Five microservices expose the trained models behind versioned HTTP endpoints: risk-prediction API, test-prioritisation service (top-10% capture 43.82% of defects, 4.37× lift; Paper C), self-healing runtime, test-generation service (94.1% requirement coverage, 96.3% first-pass verification; Paper E), and the defect-attribution service (Paper F, vision).

The production model in service is gb-paper1-v4-fixed_age — Gradient Boosting with SMOTE, trained on 386,076 instances post-correction, AUC 0.8917.

The platform meets developers where they already work: a GitHub Actions integration with advisory and gating rollouts, a risk dashboard, a CLI / IDE plugin for pre-commit risk hints, and versioned reports and audit logs — including the immutable prompt receipts that the AI governance layer requires.

A cross-cutting concern, not a layer.
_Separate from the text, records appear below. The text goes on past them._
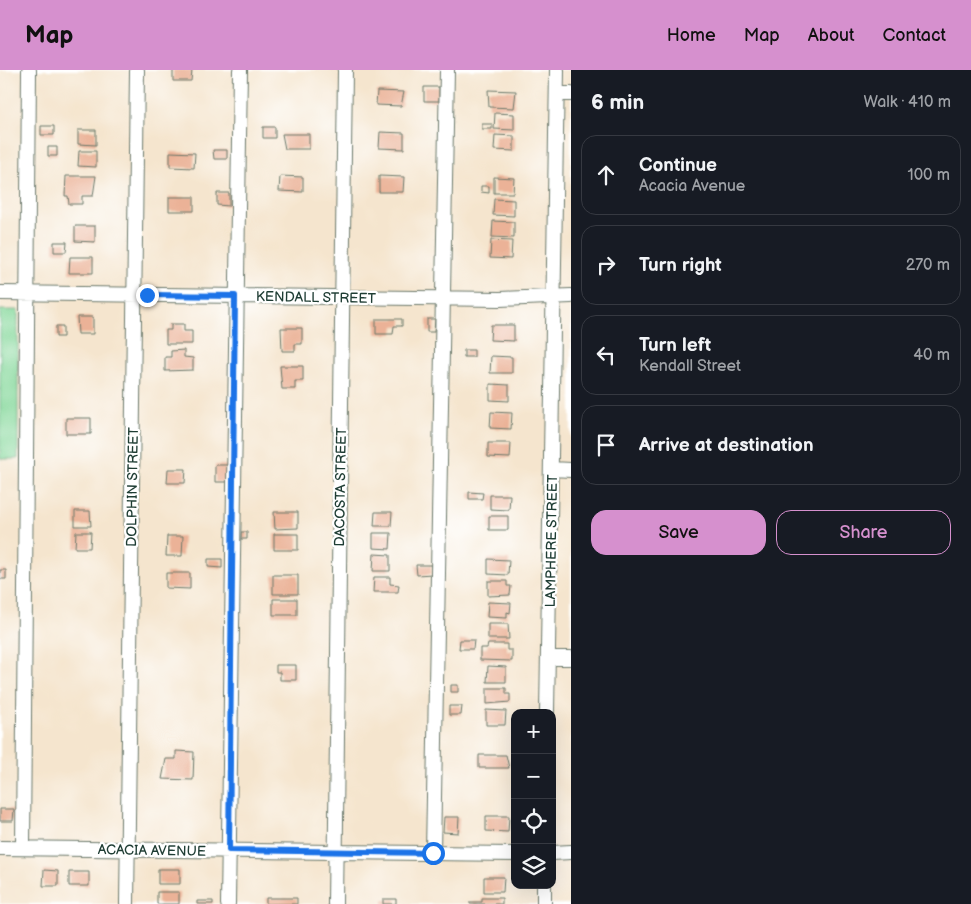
<!DOCTYPE html>
<html lang="en">
<head>
<meta charset="utf-8">
<style>
  :root { --surface:#171b24; --page:#242831; --text:#f1f3f6; --muted:#9ea1a6; --line:#363941; --accent:#d690ce }
  body { margin:0; font-family:"Balsamiq Sans",sans-serif; background:var(--page); color:var(--text) }
  .controls { position:absolute; right:15px; bottom:15px; display:grid; overflow:hidden; border-radius:10px; box-shadow:0 5px 20px #0002 }
  .controls button { width:45px; height:45px; display:grid; place-items:center; padding:0; border:0; border-bottom:1px solid var(--line); background:var(--surface); color:var(--text); font:25px sans-serif }
  .stop { position:absolute; width:15px; height:15px; margin:-11px; border:4px solid #1a73e8; border-radius:50%; background:#fff }
  .stop.end { background:#1a73e8; border-color:#fff; box-shadow:0 1px 5px #0008 }
  .list { margin:0; padding:0; list-style:none }
  h2 { display:flex; justify-content:space-between; align-items:center; height:65px; margin:0; padding:0 20px; font-size:21px }
  h2 small { font-size:16px; font-weight:400; color:var(--muted) }
  .list li { display:grid; grid-template-columns:32px 1fr auto; gap:15px; align-items:center; box-sizing:border-box; height:80px; margin:0 10px 10px; padding:0 10px; border:1px solid var(--line); border-radius:15px }
  .list b { display:block; font-size:19px; white-space:nowrap }
  .list p { margin:0; font-size:16px; white-space:nowrap; color:var(--muted) }
  .list em { font-size:16px; font-style:normal; color:var(--muted) }
  .actions { display:flex; gap:10px; padding:15px 20px }
  .actions a { flex:1; padding:11px 0; border:1px solid var(--accent); border-radius:15px; text-align:center; font-size:18px; color:var(--accent) }
  .actions .main { background:var(--accent); color:#111 }
  .icon { flex:none; width:28px; height:28px; fill:none; stroke:currentColor; stroke-width:2; stroke-linecap:round; stroke-linejoin:round }
  .map { position:relative; flex:none; width:571px; height:834px; overflow:hidden }
  header { display:flex; align-items:center; gap:30px; box-sizing:border-box; height:70px; padding:0 25px; background:var(--accent); color:#111 }
  header strong { font-size:24px }
  nav { display:flex; gap:28px; margin-inline-start:auto; font-size:18px }
  main { display:flex }
  aside { flex:1; background:var(--surface) }
  .map>svg:first-child { display:block }
</style>
</head>
<body>
<header>
<strong>Map</strong>
<nav><a>Home</a><a>Map</a><a>About</a><a>Contact</a></nav>
</header>
<main>
<div class="map">
<svg width="571" height="834" viewBox="0 0 571 834">
  <rect width="100%" height="100%" fill="#fff"/>
  <filter id="ink" filterUnits="userSpaceOnUse"><feTurbulence type="fractalNoise" baseFrequency=".02" numOctaves="2"/><feDisplacementMap in="SourceGraphic" scale="10" xChannelSelector="R" yChannelSelector="G"/><feConvolveMatrix kernelMatrix="1 2 1 2 8 2 1 2 1" color-interpolation-filters="sRGB"/></filter>
  <filter id="wash" filterUnits="userSpaceOnUse"><feTurbulence type="fractalNoise" baseFrequency=".0096" numOctaves="4" result="noise"/><feDisplacementMap in="SourceGraphic" scale="20" xChannelSelector="R" yChannelSelector="G"/><feGaussianBlur stdDeviation="1.12" result="paint"/><feColorMatrix in="noise" values="0 0 0 0 0 0 0 0 0 0 0 0 0 0 0 0 0 1.4 0 .05"/><feComposite in="paint" operator="in"/></filter>
  <g filter="url(#wash)">
    <rect width="100%" height="100%" fill="#f5e5ce"/>
    <path fill="#83d799" stroke="#518a66" d="M0,240h18v149h-18z"/>
    <g id="blocks">
      <path fill="#ebb297" d="M173,0h19l-1,11h-18z
        M424,17h15v14h-15z
        M488,20l28,1 -2,17 -25,-1z
        M377,21l27,1 -3,14 -25,-1z
        M495,43l19,1v16l-20,-1z
        M482,54h10v5h-10z
        M41,56h13v9h-13z
        M263,57h12v11h-12z
        M78,60h18v15l-18,-1z
        M380,62l24,1v16l-25,-1z
        M282,64h27v15h-24z
        M495,65l19,1v15l-20,-1z
        M48,77h9v9h-9z
        M213,80h14v9h-13z
        M79,81h17v16l-18,-1z
        M170,82l25,1 -1,15 -24,-1z
        M66,106h30l-3,20h-11v8h-13l-1,-8h-3z
        M280,106l23,1v15l-24,-1z
        M379,106l25,1 -1,15h-24z
        M494,107l20,1 -1,15h-19z
        M481,116h8v7l-8,-1z
        M217,123h12v13l-12,-1z
        M169,127h25v14h-25z
        M494,129l20,1v16l-21,-1z
        M493,151l21,1v16l-22,-1z
        M75,156h20v16l-20,-1z
        M491,170l21,1 -1,18 -21,-1z
        M54,172h13l-1,10h-12z
        M70,187h23v16h-24z
        M77,247h16v17h-15z
        M376,249h26v7h-8l-1,8h-17z
        M427,249h8l-1,13h-7z
        M171,254h13v7h8v13h-26v-14h5z
        M491,255h23v16l-24,-1z
        M56,256h7v11h-7z
        M281,258h21v16h-7v7h-13z
        M184,280v7l9,1v12l-28,1v-14h6v-6z
        M464,280h10v7h-10z
        M491,286l21,1v16h-22z
        M280,296h23v15h-8v8h-13z
        M490,314l19,1v16l-19,-1z
        M491,342l21,1 -1,16 -21,-1z
        M66,348h25v16h-25z
        M488,373h23l-1,15 -22,-1z
        M215,395h13l-1,17h-12z
        M168,399h18l-1,14h-18z
        M469,422l14,1 -1,6h-13z
        M490,425h20l-1,15 -19,-1z
        M75,441h15l1,15h-16z
        M274,442h24v16l-23,1z
        M375,442h17l-1,14h-17z
        M489,446h19v14h-19z
        M76,462h15l-1,16h-15z
        M241,462h6v7h-6z
        M373,463h18l-1,16 -17,-1z
        M274,464h24v16h-24z
        M167,466h16l-1,20h-16z
        M374,484l16,1v16h-17z
        M208,489h14v9l-14,-1z
        M488,489l21,1 -1,15 -20,-1z
        M416,495h15l1,9 -15,1z
        M0,500h6v9h-6z
        M166,503h24v16l-24,-1z
        M273,505h25v19h-25z
        M374,507h16v7l9,1 -1,7h-25z
        M488,511h19v5h4l-1,9 -22,1z
        M273,529h24v16h-24z
        M488,532l23,1 -1,10 -3,-1v6l-20,-1z
        M488,554h20l1,15h-21z
        M460,570h14l-1,9h-14z
        M488,574h19v6h5v11l-32,-1v-12h7z
        M276,595h20v15h-16v-8h-4z
        M488,596l18,1v15h-19z
        M451,615h7v7h-7z
        M487,618h19v6h4v8l-23,2z
        M449,636h13l-1,9h-12z
        M486,640l20,1 -1,14h-19z
        M176,681l18,1 -1,28 -31,-1 4,-20h10z
        M479,685h27l3,13h-30z
        M0,739h14l-1,12h-13z
        M486,746h23l-1,16 -22,-1z
        M444,747h15l-1,16 -15,-1z
        M158,799h22v15h-22z
        M44,800l14,1v15h-15z
        M69,802h20v14h-20z
        M484,807h20l-1,15h-19z
        M157,822h22v12h-22z
        M266,828h31v6h-31z
        M482,828h20v6h-32v-2h12z
        M383,829h13v5h-13z
        M197,831h16v3h-16z"/>
    </g>
  </g>
  <g filter="url(#ink)">
    <use href="#blocks" fill-opacity="0" stroke="#6a786a" stroke-width="1"/>
    <g fill="none" stroke-linecap="round" stroke-linejoin="round">
      <g stroke="#6a786a" stroke-width="16">
        <path id="minor" d="M557,24h14
          M0,223l500,6 71,-3
          M552,399l19,1
          M548,588h23
          M547,643l10,-643
          M0,778l515,6
          M23,778l6,-778
          M433,783l14,-783
          M552,783l19,-1
          M127,834l10,-834
          M228,834l12,-834
          M335,834l10,-834
          M544,834v-19"/>
      </g>
      <use href="#minor" stroke="#fff" stroke-width="14"/>
    </g>
  </g>
  <g fill="none" stroke-linecap="round" stroke-linejoin="round" filter="url(#ink)">
    <path stroke="#1a73e8" stroke-width="6" d="M147,225l88,1 -6,554 204,3"/>
  </g>
  <g text-anchor="middle" stroke-width="4.5" stroke-linejoin="round" paint-order="stroke">
    <g font-size="14" fill="#1f3d34" stroke="#fff">
      <text transform="translate(316 227) rotate(1)" y="5">KENDALL STREET</text>
      <text transform="translate(132 417) rotate(-89)" y="5">DOLPHIN STREET</text>
      <text transform="translate(340 417) rotate(-89)" y="5">DACOSTA STREET</text>
      <text transform="translate(551 471) rotate(-89)" y="5">LAMPHERE STREET</text>
      <text transform="translate(152 780) rotate(1)" y="5">ACACIA AVENUE</text>
    </g>
  </g>
</svg>
<div class="controls">
<button>+</button>
<button>−</button>
<button><svg class="icon" aria-label="locate" viewBox="0 0 24 24"><circle cx="12" cy="12" r="6"/><path d="M12 2v4M12 18v4M2 12h4M18 12h4"/></svg></button>
<button><svg class="icon" aria-label="layers" viewBox="0 0 24 24"><path d="M12 4l9 5-9 5-9-5zM3 14l9 5 9-5"/></svg></button>
</div>
<div class="stop" style="left:433px;top:783px"></div>
<div class="stop end" style="left:147px;top:225px"></div>
</div>
<aside>
<h2>6 min<small>Walk · 410 m</small></h2>
<ul class="list">
<li><svg class="icon" aria-label="ahead" viewBox="0 0 24 24"><path d="M12 20V5M6 11l6-6 6 6"/></svg><div><b>Continue</b><p>Acacia Avenue</p></div><em>100 m</em></li>
<li><svg class="icon" aria-label="right" viewBox="0 0 24 24"><path d="M7 20v-9h11M14 6l5 5-5 5"/></svg><div><b>Turn right</b></div><em>270 m</em></li>
<li><svg class="icon" aria-label="left" viewBox="0 0 24 24"><path d="M17 20v-9H6M10 6l-5 5 5 5"/></svg><div><b>Turn left</b><p>Kendall Street</p></div><em>40 m</em></li>
<li><svg class="icon" aria-label="arrive" viewBox="0 0 24 24"><path d="M6 21V4h12l-3 4 3 4H6"/></svg><div><b>Arrive at destination</b></div></li>
</ul>
<div class="actions"><a class="main">Save</a><a>Share</a></div>
</aside>
</main>
</body>
</html>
Implements payload controls, content redaction, author-privacy hashing, prompt versioning, and audit trails. Every model call — whether to the defect classifier, the LLM, or the attribution service — passes through this rail and produces a verifiable receipt.

Why this shape? The architecture is deliberately ML-agnostic at the service boundary — the same FastAPI contract serves the current Gradient Boosting model and would serve a fine-tuned transformer if and when one outperforms it on calibration, not just on raw AUC.